Scientific classification
- Kingdom: Animalia
- Phylum: Chordata
- Class: Actinopterygii
- Order: Cyprinodontiformes
- Family: Goodeidae
- Genus: Hubbsina F. de Buen, 1940
- Species: H. turneri
- Binomial name: Hubbsina turneri F. de Buen, 1940
- Synonyms: Girardinichthys turneri (F. de Buen, 1940)

= Hubbsina =

- Authority: F. de Buen, 1940
- Conservation status: CR
- Synonyms: Girardinichthys turneri (F. de Buen, 1940)
- Parent authority: F. de Buen, 1940

Genus of fishes

The Highland splitfin (Hubbsina turneri) is a species of splitfin endemic to Mexico where it is found in the Lerma River basin.
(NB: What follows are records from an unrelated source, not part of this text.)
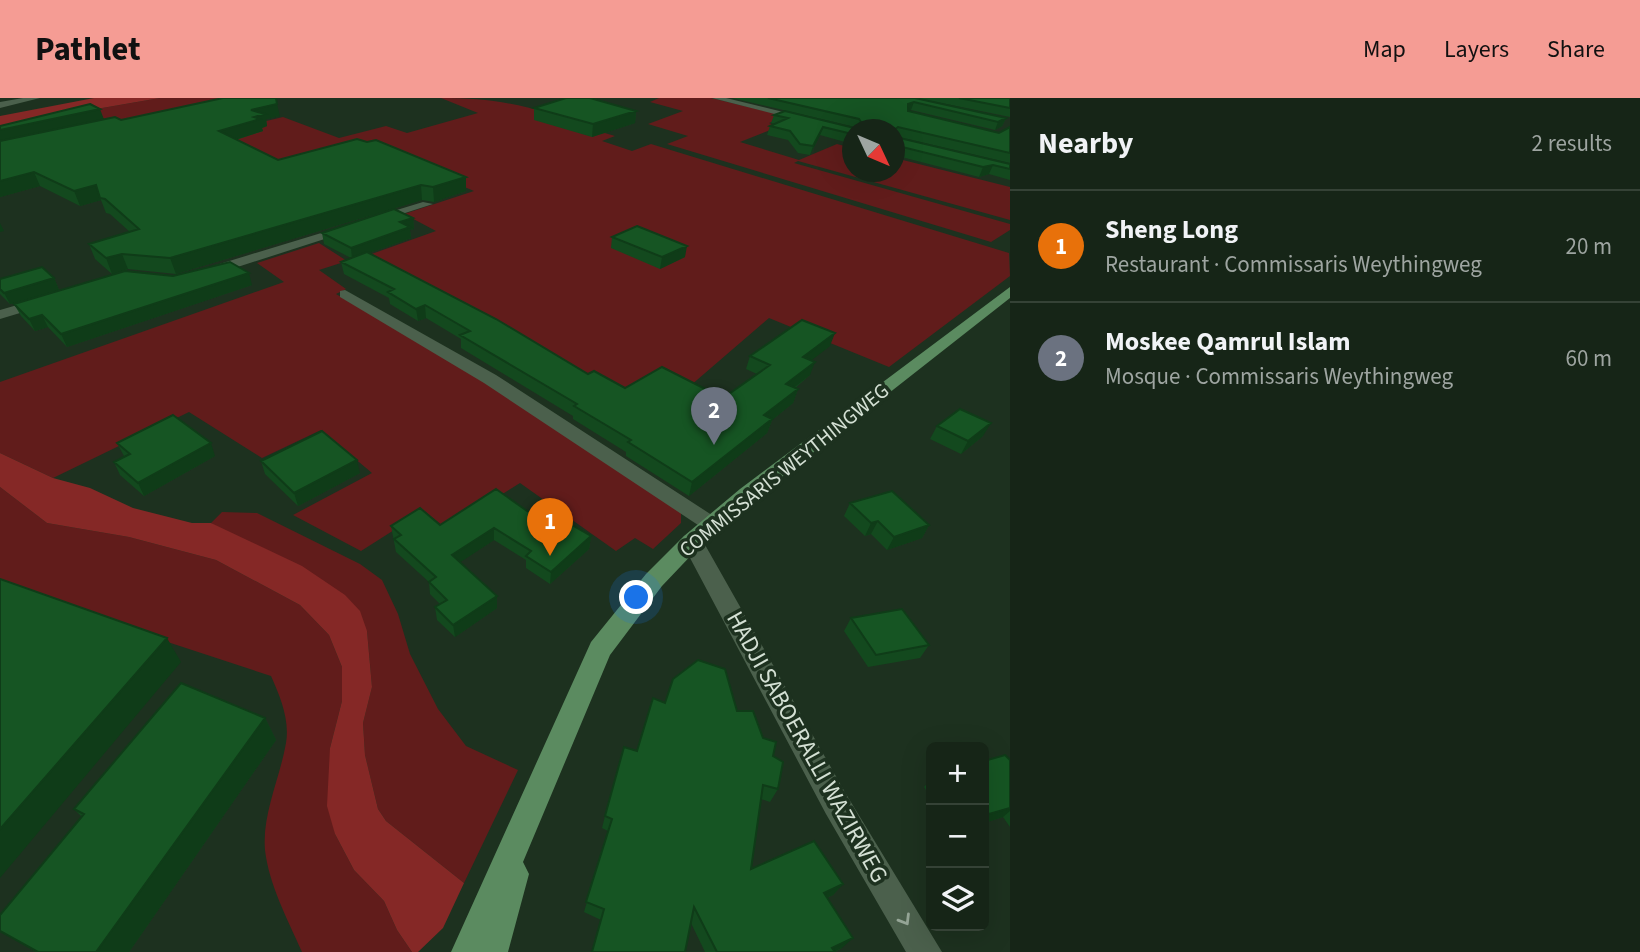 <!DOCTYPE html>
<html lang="en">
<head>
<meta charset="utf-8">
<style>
  body { margin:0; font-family:"Source Sans 3",sans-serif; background:#233124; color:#f1f3f6 }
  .controls { position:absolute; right:21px; bottom:21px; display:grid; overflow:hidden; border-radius:10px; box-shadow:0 7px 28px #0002 }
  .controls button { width:63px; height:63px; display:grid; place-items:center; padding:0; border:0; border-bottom:2px solid #354236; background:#162517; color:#f1f3f6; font:35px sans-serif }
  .compass { position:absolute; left:842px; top:21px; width:63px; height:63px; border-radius:50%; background:#162517; box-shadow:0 7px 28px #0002; rotate:134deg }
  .you { position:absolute; left:637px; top:500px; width:24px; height:24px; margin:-18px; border:5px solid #fff; border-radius:50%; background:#1a73e8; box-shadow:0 0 0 10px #1a73e833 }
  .badge { display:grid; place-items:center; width:46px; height:46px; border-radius:50%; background:#f59c94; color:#fff; font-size:23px; font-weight:700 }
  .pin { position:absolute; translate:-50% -58px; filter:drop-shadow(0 2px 4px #0008) }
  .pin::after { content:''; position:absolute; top:37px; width:24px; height:21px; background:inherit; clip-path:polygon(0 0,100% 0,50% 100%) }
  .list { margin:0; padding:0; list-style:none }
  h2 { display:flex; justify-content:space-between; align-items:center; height:91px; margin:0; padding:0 28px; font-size:30px }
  h2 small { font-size:23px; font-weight:400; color:#9ea5a1 }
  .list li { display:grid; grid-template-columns:46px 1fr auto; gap:21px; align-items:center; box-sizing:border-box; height:112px; padding:0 28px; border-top:2px solid #354236 }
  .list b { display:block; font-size:26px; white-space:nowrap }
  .list p { margin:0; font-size:23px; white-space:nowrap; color:#9ea5a1 }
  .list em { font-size:23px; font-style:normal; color:#9ea5a1 }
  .icon { flex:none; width:38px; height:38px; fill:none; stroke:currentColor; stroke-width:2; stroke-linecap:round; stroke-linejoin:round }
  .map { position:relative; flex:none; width:1010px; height:854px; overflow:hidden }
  header { display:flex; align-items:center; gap:42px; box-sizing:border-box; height:98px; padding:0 35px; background:#f59c94; color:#111 }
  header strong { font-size:33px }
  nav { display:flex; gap:38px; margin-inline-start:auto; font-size:24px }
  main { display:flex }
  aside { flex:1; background:#162517 }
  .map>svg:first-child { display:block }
  .green { fill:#611c1b }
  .water { fill:#852826 }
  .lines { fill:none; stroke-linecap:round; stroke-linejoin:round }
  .minor { fill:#4b604c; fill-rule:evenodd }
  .major { fill:#5b8b60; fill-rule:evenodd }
  .wall { fill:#13491e }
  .shaded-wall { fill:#0f3c18 }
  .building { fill:#165523; stroke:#0f3c18; stroke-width:2 }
  .oneway { stroke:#96a697 }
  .labels { text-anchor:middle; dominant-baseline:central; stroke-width:7; stroke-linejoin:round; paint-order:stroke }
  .street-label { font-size:21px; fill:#d4e0d4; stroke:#1d311f }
  .near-street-label { font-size:24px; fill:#d4e0d4; stroke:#1d311f }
</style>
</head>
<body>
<header>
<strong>Pathlet</strong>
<nav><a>Map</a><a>Layers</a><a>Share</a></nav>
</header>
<main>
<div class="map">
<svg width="1010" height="854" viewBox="0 0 1010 854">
  <rect width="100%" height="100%" fill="#1d311f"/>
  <path class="green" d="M160,0H245L113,26L99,18L73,15Z
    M441,0C483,0 512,4 551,16L546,18L615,38L602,43L632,53L651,46L1009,155L1010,178L889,269L769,220L690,288L623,299L366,158L436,133L404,116L474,93L370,49L284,72L213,36L283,19L339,40L386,28L407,35L478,15Z
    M659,0H711L786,18L769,25L778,29L740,44L799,62L837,46L852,50V74H894L895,60L1010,89V122L798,63L794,65L1010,126V132L991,144L667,46L688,38L648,26L683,13L650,4Z
    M319,145L347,163L319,172L346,191L336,196L485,283L681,414V425L653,451L635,440L616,453L520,385L447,431L424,413L361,453L293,417L372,375L321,332L262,360L189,314L53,380L0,355V284L284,184L257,165Z
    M0,389L47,425L129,439L216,462L300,507L329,537L342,569V603L330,650L335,736L354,772L384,803L397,832L412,854H302C288,822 269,787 265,752C262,716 280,680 286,645C290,622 280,598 271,578L0,489Z
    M222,414L257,415L360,466L382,482L398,516L410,556L438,611L466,648L518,672L464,785L386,723L378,711L365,657L363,625L372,589L367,533L211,425Z"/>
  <path class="water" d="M94,0H160L73,15L0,34V18Z
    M0,355L53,380L90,390L133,410L192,425H211L302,468L345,497L360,513L367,533L372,589L363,625L365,657L378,711L386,723L464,785L443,830L418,854H412L397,832L384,803L354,772L335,736L327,708L330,650L342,603V569L329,537L300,507L216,462L129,439L47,425L0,389Z"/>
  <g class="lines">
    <path class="minor" d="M23,0H40L0,10V4Z
      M712,0H726L856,32H852V36Z
      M423,104L433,106L213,177H203L201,174L203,171Z
      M345,192L496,277L718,421L721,426L718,431L711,433L704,431L484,285L340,199V193Z
      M45,199L52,203L50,206L0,221V212Z
      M692,435L700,438L846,696L942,854H906L826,716L681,443L684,438Z"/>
    <path class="major" d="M1010,189V200L754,401L700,448L662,488L610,557L523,764L529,776L508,854H451L591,544L646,476L684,438L740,391Z"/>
  </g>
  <path class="wall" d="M732,0H915L1006,20L1002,28L995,32L911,12L908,13L999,35L1010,29V65L895,38V39L1010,66V82L989,76L979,79L894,57V32H852V46L820,37L810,57L798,55L788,42L767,37L770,28L775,26L771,25L774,17L854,30L855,29Z
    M917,0H1010V19Z
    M534,10L636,13L635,25L592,39L534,22Z
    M280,18L266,21L267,28L262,30L263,33L236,42L278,62L466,79V93L434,104L422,102L176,176L128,171L112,176L95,161L89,146L130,134L110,116L106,115L101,102L80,108L40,88L0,99V28L104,22H121Z
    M413,120L414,131L410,132L411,140L369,155L588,276L625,290L723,300L757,276L746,271L750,258L830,248L811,262L810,277L795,290L798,291L793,305L772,322L767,335L689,398L626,358V354L573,321V318L461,250V241L426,220L418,223L390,206L389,200L344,176L341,164L351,160L324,146L322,135Z
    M612,139L685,159L660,171L611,150Z
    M54,180L59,192L10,206L0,196V181Z
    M252,187L67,249L48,229L35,233L21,218L14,206Z
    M937,328L983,338L961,356L930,341Z
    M117,345L215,358L144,398L120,377L114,364L124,358Z
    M261,363L360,375L298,408L265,376Z
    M850,405L929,427L922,440L887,452L871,436L865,438L844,418Z
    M530,415L591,438L589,451L550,486L526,470V462L494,442L460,464L497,510L455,539L437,522L435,509L440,506L430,496L429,484L396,454L391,428L440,427Z
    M851,520L929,547L920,560L868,569L844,533Z
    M665,605L737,613L763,640L773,658L778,691L770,704L761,701L751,771L843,786L833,797L827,800L842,850L835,854H705L691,825L601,822L584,814L608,733L602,730L605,718L637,653Z
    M265,620L276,642L129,854H36L0,833L82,719L74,711Z
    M1010,662V729L1003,719L984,725V663Z
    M931,681V700L924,689Z"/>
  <path class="shaded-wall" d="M914,4L911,12L905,14L908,6Z
    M277,6L280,18L266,21L267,28L262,30L263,33L222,46L219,33L251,12Z
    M100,11L105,24L0,46V32Z
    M636,13L635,25L592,39L593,26Z
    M1006,20L1002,28L995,32L998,24Z
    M823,29L820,37L810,57L813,48Z
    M993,67L989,76L979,79L983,69Z
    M34,74L40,88L0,99V83Z
    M466,79V93L434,104L433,89Z
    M96,87L101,102L80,108L74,93Z
    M421,87L422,102L176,176L170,160Z
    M413,120L414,131L410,132L411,140L352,161L351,150L400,124Z
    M0,125L4,133L0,134Z
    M687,148L685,159L660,171L662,159Z
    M122,156L128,171L112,176L106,160Z
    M249,175L252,187L67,249L61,236Z
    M54,180L59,192L10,206L4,195Z
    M425,207L426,220L418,223L416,211Z
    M42,217L48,229L35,233L29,221Z
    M835,235L830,248L799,272L803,259Z
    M815,264L810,277L782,299L786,286Z
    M798,291L793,305L772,322L767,335L689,398L692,384L764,317Z
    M991,325L983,338L961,356L968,343Z
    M211,345L215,358L144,398L138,385Z
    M357,362L360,375L298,408L294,395Z
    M878,423L871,436L865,438L871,425Z
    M929,427L922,440L887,452L894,439Z
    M494,430V442L453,469L452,457Z
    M591,438L589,451L550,486L551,474Z
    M497,498V510L455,539L453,527Z
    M167,540L181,564L0,780V731Z
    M265,620L276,642L129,854H96Z
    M1010,710V713L1003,719L984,725V720L989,716Z
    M843,786L833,797L814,805L824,795Z
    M853,840L842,850L833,854L832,850Z"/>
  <path class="building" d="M223,0H276L277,6L251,12L265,16L254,19L260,21L219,33L278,62L357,41L367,44L376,42L466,79L433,89L421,87L170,160L122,156L106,160L89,146L139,131L105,101L100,100L96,87L74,93L34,74L0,83V43L115,19L121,22Z
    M566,0H590L636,13L593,26L534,10Z
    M768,0H915L1006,20L998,24L914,4L908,6V13L999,35L1010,29V55L898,29L894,32H852V36L823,29L813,48L800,46L790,33L770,28L788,20L774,17L785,13L854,30L861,24L859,21Z
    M959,0H1010V10Z
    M90,6L100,11L0,32V28Z
    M894,32L895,39L1010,66V71L993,67L983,69L894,47Z
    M394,111L413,120L400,124L410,129L351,150L322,135Z
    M637,128L687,148L662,159L612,139Z
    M367,154L496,221L588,276L594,273L625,290L662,269L723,300L770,267L750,258L802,222L835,235L803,259L815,264L786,286L798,291L764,317L772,321L692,384L628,344L631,342L574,308L577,306L460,237L470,233L425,207L416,211L388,194L394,191L341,164Z
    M230,164L249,175L61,236L42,217L29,221L14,206L125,173L173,178Z
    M42,169L54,180L4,195L0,191V181Z
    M960,311L991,325L968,343L937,328Z
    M173,317L211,345L138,385L114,364L130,356L117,345Z
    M322,333L357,362L294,395L261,363Z
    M496,391L530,415L539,408L591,438L551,474L526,458L531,453L494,430L452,457L497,498L453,527L435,509L447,502L429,484L436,479L394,441L401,437L391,428L420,410L440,427Z
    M892,393L929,427L894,439L878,423L871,425L850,405Z
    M0,481L167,540L0,731Z
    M902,511L929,547L876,557L851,520Z
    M698,562L725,571L737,613H753L763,640L776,644L773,658L783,664L778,691L763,687L751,771L814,743L843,786L824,795L853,840L832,850L835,854H717L694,809L685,854H592L604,811L586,804L612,721L605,718L624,649L637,653L653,600L665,605L673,581Z
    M181,585L265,620L96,854H38L0,833V817L84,716L74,711Z
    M1005,657L1010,662V710L989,716L984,710V663Z"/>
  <defs><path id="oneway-chevron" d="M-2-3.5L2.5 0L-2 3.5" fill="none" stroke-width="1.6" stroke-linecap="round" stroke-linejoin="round" transform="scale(1.75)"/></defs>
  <use class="oneway" href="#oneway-chevron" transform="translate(905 822) rotate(59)"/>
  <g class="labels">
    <g class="street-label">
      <text transform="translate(784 372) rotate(-39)">COMMISSARIS WEYTHINGWEG</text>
    </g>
    <g class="near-street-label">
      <text transform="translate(807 649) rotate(61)">HADJI SABOERALLI WAZIRWEG</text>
    </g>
  </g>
</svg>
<div class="controls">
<button>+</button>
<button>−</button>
<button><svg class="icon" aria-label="layers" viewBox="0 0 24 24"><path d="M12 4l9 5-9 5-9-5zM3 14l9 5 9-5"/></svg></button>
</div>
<svg class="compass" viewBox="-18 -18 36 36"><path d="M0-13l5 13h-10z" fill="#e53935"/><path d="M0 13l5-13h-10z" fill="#9ea5a1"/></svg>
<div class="you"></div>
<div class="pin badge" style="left:550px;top:458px;background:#e8710a">1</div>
<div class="pin badge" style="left:714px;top:347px;background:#6b7280">2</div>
</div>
<aside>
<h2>Nearby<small>2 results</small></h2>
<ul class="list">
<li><span class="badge" style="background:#e8710a">1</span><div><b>Sheng Long</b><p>Restaurant · Commissaris Weythingweg</p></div><em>20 m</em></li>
<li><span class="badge" style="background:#6b7280">2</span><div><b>Moskee Qamrul Islam</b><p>Mosque · Commissaris Weythingweg</p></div><em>60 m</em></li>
</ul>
</aside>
</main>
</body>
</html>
This species grows to a length of 5 cm TL. It is the only known member of its genus, although some authorities have Hubbina as a subgenus of Girardinichthys and add Girardinichthys ireneae to the subgenus, even treating this taxon as a synonym of G. ireneae. This species was described by Fernando de Buen y Lozano in 1940 with the type locality given as Cointzio, Michoacán. The name of the genus honours the American ichthyologist Carl Leavitt Hubbs (1894-1979) while the specific name honours Clarence Lester Turner (1890-1969), thus honouring two ichthyologists who worked on a review of the Goodeidae in 1939.